Le problème est que la perception de l’hypoglycémie nocturne qui s’accumule est également atténuée dans mon cas et survient trop tard. Souvent, je n’arrivais pas à me faire une injection de glucagen d’urgence et je devenais inconscient – une expérience toujours traumatisante. L’hypoglycémie entraîne des crises convulsives et ressemble, pour les personnes extérieures, à une crise d’épilepsie, ce qui peut entraîner des chutes dangereuses et des morsures de la langue, entre autres. Comme environ 100 000 cellules cérébrales meurent à chaque hypoglycémie, celle-ci peut entraîner des lésions cérébrales à long terme si elle se produit plus fréquemment. L’hypoglycémie doit donc être évitée à tout prix.
Ma conclusion
D’après mes dizaines d’années d’expérience avec le diabète de type 1 et la polyarthrite rhumatoïde, la connaissance de l’influence des médicaments sur le taux de sucre (à l’exception de la cortisone) n’est malheureusement pas très répandue – même chez les diabétologues et les rhumatologues, et encore moins chez les chirurgiens orthopédistes, qui aujourd’hui se spécialisent généralement dans un « type d’articulation » (genou, hanche, main, pied, etc.) et qui, en raison de la pression des délais et des coûts, n’ont pratiquement plus de temps à consacrer aux cas complexes. En cas d’opérations, des internistes compétents doivent apporter leur soutien dans chaque cas.

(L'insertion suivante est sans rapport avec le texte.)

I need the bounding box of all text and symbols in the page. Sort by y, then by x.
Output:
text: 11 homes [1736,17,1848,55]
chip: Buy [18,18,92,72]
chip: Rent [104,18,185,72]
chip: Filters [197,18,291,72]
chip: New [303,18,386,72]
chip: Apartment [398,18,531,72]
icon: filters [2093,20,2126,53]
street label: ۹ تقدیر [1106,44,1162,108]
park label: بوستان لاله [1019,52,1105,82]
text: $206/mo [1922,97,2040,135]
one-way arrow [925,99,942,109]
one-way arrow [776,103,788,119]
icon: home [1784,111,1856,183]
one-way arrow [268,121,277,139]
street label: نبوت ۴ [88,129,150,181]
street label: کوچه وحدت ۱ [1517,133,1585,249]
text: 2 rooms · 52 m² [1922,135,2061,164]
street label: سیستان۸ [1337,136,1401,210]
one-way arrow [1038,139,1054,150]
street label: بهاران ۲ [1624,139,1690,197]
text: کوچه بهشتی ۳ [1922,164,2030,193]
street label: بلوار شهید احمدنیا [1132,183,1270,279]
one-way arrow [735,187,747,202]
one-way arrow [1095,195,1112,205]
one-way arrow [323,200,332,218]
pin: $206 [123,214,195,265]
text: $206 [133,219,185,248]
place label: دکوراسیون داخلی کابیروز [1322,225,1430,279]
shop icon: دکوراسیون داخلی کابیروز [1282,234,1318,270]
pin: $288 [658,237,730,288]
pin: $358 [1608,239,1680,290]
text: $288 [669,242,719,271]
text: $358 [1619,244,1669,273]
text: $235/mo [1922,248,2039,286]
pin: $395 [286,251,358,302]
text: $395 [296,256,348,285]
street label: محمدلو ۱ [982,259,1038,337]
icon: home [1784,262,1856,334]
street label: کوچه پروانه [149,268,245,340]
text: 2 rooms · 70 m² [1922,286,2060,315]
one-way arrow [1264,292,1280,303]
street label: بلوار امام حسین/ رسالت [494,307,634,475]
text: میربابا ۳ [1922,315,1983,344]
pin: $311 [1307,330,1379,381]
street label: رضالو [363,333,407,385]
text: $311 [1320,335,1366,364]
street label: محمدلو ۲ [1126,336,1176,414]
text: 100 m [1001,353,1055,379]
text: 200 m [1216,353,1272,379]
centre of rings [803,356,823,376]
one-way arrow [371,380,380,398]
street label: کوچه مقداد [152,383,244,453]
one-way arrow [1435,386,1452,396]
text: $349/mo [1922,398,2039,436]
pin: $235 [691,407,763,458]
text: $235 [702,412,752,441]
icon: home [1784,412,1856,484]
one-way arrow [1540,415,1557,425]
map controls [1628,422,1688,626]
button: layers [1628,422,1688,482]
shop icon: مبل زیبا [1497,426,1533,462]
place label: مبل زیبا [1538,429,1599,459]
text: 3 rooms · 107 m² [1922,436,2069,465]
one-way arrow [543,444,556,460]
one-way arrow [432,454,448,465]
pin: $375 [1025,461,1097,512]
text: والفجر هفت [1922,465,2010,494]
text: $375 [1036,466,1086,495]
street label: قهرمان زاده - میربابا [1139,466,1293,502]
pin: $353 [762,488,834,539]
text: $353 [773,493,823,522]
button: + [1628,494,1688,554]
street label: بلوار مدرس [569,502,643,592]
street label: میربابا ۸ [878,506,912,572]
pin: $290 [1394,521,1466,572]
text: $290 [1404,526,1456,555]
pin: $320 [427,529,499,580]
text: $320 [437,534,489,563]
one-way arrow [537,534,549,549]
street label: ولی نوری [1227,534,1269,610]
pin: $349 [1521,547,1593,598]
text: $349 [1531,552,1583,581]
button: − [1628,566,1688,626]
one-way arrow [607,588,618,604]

Les contrôles rapprochés du sucre montrent si et comment le taux de sucre réagit. En effet, les diabétiques de longue date, en particulier, ont généralement une bonne perception de leur taux de sucre et, avec une bonne instruction et l’utilisation d’aides modernes, sont tout à fait capables de le gérer eux-mêmes. Il incomberait aux médecins spécialistes de les soutenir de manière optimale, de prendre au sérieux le retour d’information de la personne concernée et surtout de ne pas le banaliser. Les personnes touchées pensent souvent qu’elles se trouvent dans une situation similaire à celle de l’atelier de réparation automobile, où les gens aiment prétendre qu’ils sont les premiers à avoir ce problème.